Glacial Tomb – the band that includes Khemmis frontman Ben Hutcherson and bassist David Small alongside Cult Of The Misplaced Trigger drummer Michael Salazar – has returned with a brand new single “Abyssal Host” and the announcement of their first document in six years, Lightless Expanse due out September 20. Pre-orders are available here.
Talking on the album announcement, Hutcherson feedback: “Three and a half years. From the day that Dave shared the riffs that ultimately turned ‘Worldsflesh’ to the night we accepted the ultimate mixes of Lightless Expanse with Arthur Rizik final fall, three and a half years handed. In that point, our connection to–and appreciation of–this music grew stronger because the world round us continued to break down.
“Regardless of the inescapable reminders of our proximity to the apocalypse, we additionally skilled moments of absolute pleasure in these years. These moments of sunshine proved to be simply as important to creating this document as the sentiments of dread and anger, although the affect of the latter is actually extra rapid.
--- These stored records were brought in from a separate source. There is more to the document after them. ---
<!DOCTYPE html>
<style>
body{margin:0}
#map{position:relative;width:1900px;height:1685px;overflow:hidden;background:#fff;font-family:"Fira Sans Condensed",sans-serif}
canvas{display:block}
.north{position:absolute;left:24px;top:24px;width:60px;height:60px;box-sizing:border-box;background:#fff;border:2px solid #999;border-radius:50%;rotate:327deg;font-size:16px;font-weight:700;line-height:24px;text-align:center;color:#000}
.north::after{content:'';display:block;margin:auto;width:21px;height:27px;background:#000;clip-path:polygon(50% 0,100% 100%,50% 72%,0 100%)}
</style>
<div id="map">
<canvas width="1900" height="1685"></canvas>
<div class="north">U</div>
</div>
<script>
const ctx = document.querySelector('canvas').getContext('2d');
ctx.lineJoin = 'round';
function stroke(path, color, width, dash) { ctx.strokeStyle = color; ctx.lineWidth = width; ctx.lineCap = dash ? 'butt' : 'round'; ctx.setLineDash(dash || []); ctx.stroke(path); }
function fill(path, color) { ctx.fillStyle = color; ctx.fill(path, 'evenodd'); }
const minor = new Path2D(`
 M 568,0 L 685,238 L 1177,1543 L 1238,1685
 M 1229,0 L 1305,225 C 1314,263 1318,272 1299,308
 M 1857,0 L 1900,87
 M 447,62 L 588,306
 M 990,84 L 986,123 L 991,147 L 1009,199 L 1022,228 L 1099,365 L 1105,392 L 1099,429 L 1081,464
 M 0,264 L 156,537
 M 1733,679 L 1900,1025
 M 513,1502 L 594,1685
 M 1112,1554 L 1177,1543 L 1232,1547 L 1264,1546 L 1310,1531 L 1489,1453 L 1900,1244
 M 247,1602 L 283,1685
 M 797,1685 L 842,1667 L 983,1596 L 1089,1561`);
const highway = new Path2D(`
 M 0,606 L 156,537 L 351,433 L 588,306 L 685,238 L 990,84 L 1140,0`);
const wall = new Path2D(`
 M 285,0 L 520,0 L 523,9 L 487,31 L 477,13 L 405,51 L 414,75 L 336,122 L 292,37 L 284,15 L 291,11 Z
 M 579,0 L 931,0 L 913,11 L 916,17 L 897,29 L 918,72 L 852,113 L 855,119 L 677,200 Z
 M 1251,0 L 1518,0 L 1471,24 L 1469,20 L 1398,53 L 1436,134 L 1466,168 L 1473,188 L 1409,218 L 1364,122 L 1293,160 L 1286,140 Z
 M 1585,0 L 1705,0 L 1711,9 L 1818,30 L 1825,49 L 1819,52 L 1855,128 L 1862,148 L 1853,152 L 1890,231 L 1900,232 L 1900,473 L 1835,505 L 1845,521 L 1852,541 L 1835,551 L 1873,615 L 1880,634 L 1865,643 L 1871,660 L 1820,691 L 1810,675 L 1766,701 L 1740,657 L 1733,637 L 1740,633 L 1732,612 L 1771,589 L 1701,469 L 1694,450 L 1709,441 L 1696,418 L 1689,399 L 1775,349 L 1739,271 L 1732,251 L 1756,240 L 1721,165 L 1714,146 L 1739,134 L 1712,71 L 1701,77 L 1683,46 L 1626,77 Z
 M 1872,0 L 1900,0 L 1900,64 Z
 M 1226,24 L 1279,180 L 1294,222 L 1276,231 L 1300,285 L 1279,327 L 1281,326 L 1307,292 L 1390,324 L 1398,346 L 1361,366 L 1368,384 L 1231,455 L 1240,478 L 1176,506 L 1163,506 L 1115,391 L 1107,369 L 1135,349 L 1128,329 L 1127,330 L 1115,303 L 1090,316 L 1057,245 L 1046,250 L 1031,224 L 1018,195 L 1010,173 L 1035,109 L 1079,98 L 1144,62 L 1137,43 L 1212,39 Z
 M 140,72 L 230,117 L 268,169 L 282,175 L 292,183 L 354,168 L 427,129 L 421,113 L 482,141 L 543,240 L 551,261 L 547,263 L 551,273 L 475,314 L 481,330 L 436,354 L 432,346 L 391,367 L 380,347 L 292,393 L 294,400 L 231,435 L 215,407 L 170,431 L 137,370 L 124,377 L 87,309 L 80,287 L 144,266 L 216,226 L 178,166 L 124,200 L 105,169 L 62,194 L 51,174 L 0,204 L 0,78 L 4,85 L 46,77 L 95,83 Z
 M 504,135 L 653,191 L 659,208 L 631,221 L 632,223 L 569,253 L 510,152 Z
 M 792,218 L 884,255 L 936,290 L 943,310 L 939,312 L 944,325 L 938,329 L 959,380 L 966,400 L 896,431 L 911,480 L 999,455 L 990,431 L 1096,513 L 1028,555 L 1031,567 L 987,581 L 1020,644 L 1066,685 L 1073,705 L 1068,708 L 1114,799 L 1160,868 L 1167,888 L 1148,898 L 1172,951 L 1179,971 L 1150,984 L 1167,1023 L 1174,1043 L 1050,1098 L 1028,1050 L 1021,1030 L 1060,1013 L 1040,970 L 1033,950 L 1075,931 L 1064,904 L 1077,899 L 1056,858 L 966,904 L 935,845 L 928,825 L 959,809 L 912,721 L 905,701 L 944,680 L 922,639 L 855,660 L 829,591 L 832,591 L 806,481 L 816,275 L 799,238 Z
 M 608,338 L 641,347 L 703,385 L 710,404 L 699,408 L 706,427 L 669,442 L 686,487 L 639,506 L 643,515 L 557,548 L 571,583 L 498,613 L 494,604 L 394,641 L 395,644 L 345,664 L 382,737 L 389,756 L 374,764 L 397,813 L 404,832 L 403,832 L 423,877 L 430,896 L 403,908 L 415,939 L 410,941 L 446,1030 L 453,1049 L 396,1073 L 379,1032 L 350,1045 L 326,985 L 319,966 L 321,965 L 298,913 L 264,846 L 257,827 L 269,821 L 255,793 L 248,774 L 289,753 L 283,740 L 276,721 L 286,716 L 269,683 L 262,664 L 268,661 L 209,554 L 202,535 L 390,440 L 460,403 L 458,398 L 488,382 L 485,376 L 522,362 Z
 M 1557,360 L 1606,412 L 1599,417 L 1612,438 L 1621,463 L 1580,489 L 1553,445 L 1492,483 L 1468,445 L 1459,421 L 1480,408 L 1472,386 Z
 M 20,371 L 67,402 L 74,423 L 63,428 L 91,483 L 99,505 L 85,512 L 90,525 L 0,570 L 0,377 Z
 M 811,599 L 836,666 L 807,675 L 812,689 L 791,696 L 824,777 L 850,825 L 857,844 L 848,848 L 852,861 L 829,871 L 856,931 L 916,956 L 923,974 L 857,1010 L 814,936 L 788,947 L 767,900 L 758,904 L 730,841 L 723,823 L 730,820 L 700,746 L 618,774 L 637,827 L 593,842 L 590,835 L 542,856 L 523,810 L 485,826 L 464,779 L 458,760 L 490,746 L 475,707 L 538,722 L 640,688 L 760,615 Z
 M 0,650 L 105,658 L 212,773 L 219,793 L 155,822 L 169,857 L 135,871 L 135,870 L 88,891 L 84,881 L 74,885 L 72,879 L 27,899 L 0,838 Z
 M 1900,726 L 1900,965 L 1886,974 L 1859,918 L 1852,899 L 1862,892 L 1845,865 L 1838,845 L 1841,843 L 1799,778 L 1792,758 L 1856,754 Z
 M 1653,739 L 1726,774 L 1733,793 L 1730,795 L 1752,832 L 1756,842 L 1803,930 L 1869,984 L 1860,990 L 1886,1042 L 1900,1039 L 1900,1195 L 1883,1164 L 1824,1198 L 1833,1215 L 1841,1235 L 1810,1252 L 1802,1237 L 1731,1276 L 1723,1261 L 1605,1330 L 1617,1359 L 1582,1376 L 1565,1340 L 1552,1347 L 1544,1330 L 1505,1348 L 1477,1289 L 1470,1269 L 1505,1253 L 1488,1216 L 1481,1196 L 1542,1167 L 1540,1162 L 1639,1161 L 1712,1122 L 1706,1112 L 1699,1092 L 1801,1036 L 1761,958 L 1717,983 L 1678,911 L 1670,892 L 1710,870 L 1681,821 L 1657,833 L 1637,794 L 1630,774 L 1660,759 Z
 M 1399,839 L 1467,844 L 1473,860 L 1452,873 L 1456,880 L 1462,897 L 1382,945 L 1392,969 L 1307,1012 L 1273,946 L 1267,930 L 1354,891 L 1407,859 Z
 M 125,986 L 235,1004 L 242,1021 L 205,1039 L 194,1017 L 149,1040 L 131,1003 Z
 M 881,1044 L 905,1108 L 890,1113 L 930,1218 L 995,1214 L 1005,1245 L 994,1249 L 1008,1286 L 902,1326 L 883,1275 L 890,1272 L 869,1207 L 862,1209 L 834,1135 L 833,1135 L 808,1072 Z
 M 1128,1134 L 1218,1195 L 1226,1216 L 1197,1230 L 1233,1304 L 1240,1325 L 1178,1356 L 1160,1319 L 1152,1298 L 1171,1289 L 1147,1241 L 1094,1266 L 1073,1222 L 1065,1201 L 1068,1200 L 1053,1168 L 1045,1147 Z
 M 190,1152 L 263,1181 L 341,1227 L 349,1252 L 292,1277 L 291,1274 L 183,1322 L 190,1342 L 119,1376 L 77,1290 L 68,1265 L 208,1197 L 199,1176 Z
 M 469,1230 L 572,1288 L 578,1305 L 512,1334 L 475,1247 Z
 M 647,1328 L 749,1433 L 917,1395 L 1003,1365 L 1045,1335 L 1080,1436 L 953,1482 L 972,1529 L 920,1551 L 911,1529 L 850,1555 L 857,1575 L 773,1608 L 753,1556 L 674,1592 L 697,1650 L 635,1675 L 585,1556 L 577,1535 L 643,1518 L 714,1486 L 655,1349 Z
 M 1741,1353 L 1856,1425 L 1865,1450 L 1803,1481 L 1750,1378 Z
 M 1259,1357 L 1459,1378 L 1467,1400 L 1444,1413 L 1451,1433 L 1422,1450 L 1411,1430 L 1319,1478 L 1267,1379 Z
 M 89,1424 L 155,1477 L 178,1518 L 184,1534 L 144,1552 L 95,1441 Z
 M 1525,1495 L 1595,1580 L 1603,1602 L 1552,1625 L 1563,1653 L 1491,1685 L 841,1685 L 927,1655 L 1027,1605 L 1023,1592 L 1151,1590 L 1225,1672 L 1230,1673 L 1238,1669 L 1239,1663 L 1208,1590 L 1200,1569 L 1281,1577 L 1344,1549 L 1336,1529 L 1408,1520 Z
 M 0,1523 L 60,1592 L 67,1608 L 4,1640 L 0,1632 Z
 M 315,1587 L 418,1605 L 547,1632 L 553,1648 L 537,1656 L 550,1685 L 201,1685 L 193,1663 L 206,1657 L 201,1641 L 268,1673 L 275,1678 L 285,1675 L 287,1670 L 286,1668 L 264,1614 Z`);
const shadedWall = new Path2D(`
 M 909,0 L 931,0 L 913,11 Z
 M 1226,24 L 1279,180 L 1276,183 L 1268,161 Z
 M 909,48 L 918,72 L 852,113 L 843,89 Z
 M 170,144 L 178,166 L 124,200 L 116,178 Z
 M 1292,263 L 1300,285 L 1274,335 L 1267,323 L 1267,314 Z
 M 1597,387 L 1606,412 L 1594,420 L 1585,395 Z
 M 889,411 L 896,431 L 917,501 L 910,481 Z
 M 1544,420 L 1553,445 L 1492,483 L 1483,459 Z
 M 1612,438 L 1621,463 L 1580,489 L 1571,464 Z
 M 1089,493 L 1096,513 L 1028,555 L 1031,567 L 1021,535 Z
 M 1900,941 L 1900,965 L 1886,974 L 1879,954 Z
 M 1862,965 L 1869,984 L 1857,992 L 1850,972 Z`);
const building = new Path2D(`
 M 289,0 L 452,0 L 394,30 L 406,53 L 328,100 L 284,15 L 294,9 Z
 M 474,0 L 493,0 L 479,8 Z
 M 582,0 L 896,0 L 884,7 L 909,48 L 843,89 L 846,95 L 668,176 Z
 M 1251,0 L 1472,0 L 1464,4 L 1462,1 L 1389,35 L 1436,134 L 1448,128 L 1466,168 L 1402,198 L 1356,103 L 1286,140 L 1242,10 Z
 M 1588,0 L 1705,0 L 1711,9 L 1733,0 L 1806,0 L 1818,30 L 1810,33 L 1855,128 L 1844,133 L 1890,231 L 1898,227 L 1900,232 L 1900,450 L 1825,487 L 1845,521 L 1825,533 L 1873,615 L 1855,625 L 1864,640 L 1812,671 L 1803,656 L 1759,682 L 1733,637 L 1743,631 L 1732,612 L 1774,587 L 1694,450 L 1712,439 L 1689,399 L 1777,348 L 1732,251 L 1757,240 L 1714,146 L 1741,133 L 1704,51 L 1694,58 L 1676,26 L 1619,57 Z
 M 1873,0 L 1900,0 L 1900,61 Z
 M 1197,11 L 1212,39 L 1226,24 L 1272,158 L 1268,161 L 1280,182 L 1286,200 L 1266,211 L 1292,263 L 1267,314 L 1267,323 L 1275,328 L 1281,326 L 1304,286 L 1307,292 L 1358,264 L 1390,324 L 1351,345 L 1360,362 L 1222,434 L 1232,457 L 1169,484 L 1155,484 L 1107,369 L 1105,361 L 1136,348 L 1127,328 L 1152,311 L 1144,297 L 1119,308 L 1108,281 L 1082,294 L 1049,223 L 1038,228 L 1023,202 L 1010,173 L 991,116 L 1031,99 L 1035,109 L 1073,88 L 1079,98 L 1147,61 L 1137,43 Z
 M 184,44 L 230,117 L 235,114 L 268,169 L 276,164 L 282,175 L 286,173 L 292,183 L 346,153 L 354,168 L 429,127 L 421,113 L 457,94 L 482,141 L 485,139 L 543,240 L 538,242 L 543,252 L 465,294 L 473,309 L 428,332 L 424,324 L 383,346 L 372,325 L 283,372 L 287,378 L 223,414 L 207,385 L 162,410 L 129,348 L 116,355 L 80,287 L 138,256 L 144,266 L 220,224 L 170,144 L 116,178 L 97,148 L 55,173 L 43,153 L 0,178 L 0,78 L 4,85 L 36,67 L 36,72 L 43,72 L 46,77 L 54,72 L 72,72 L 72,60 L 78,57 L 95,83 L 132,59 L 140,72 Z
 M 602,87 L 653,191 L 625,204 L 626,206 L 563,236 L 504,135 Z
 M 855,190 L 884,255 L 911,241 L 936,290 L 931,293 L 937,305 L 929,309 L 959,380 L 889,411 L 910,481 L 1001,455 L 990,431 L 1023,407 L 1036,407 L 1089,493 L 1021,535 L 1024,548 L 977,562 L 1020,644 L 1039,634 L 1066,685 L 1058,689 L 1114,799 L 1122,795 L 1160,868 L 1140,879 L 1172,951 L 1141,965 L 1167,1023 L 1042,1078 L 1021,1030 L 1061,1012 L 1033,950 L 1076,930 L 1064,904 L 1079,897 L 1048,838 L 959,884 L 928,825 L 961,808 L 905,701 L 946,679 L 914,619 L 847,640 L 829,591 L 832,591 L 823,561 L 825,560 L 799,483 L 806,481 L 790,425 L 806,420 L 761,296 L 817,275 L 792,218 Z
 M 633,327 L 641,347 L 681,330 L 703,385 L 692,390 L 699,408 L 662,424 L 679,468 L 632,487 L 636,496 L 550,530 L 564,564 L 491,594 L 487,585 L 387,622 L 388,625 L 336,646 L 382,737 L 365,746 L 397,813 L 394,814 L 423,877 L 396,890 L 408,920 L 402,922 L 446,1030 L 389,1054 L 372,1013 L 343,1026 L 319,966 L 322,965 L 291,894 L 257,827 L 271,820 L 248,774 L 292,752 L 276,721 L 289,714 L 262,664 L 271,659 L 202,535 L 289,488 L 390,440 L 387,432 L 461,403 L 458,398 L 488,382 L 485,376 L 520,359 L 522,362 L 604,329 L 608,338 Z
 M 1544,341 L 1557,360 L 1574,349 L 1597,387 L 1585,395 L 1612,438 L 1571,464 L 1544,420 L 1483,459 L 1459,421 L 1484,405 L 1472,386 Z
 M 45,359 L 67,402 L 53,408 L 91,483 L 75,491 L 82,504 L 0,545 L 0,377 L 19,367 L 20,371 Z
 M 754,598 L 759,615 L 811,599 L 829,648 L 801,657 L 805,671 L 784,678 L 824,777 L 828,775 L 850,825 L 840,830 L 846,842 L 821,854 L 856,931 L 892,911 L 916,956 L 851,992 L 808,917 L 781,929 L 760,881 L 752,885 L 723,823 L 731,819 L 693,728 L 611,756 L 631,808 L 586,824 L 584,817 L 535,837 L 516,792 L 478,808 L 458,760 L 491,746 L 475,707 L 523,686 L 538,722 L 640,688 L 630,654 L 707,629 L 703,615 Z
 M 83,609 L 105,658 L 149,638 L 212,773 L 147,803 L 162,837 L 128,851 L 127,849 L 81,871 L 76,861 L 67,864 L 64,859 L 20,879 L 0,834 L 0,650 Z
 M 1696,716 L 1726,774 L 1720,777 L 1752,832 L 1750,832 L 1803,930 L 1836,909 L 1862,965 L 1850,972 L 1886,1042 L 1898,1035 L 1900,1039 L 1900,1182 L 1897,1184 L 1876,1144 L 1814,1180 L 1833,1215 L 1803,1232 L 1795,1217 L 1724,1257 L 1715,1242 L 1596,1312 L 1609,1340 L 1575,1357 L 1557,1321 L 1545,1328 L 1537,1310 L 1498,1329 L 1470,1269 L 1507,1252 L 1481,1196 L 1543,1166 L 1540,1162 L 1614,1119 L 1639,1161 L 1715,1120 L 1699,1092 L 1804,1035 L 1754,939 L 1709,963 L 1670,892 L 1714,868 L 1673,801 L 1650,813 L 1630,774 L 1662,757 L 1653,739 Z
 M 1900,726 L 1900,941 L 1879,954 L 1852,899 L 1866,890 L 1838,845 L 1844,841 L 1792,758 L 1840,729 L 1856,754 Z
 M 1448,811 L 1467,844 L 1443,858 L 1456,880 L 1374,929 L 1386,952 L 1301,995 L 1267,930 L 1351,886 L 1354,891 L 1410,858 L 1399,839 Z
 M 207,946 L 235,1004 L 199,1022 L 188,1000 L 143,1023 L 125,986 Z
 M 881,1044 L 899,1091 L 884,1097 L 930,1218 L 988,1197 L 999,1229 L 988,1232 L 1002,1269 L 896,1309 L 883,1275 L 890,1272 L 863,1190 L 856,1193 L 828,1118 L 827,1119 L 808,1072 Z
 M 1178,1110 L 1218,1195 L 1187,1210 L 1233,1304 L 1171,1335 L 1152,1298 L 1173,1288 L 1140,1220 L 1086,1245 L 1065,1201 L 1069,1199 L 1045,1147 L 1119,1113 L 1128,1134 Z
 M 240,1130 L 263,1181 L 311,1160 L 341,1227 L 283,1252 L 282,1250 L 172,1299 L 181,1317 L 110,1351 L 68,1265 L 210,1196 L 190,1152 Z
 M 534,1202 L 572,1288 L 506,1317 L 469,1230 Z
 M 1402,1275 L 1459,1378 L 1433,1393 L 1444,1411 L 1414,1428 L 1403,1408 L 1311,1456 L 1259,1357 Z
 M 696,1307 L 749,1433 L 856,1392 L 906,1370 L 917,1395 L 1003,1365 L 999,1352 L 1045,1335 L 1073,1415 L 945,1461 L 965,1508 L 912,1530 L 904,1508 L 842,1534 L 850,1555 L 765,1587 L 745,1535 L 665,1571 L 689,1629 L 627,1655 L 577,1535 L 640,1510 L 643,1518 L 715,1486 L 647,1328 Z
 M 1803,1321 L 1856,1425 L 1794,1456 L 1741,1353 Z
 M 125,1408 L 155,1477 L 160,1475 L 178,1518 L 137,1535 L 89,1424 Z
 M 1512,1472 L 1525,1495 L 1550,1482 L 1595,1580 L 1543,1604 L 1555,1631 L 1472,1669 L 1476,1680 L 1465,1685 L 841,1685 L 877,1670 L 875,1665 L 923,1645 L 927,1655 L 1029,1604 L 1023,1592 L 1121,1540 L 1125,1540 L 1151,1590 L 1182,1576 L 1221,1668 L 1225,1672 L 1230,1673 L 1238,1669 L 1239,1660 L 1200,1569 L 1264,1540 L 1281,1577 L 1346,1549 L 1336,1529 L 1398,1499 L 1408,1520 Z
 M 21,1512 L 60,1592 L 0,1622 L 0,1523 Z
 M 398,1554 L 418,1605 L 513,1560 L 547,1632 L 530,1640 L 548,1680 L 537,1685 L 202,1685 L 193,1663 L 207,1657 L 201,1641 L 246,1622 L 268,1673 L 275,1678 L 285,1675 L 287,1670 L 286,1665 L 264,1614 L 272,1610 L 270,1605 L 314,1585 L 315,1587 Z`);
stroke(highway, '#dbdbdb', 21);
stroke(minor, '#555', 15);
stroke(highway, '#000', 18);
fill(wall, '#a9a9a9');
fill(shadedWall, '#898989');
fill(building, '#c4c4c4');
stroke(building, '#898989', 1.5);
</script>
“I started writing the lyrics with out a clear sense of the lyrical coronary heart of those songs; I solely knew that I needed to mirror on the character of struggling–the struggling assured to every of us from the second we draw our first breath. Because the music turned extra complicated and because the myriad feelings we sought to invoke turned extra visceral, I pushed myself to jot down a narrative–or, to be extra exact, a narrative of and about tales–that was not merely a lamentation of the horrors of consciousness.
“I needed the lyrics to mirror the journey that the three of us have been on, each individually and collectively, as we’ve grown to raised perceive the form of this world and our place(s) in it. I needed to see the world by the eyes of somebody or one thing that may see this planet for what it’s. I knew that it wouldn’t be sufficient to simply be bitter concerning the ache of existence; I wanted to articulate simply how futile humanity’s aspirations for salvation actually are and, hopefully, to search out some kind of serenity in that understanding.”
Of “Abyssal Host”, Hutcherson provides: “‘Abyssal Host’ is a d-beat rager about cosmic forces past humankind’s comprehension. One of many central themes of the document is that we, as a species, are frequently undone by our hubris but we appear unwilling and/or unable to acknowledge the futility of management in all its varieties. There may be serenity in give up, but our species seemingly can not assist however fetishize martyrdom. What would occur if an individual who doesn’t need any a part of this world turned host to one thing so grand, so divine, that they turned an unwitting martyr?”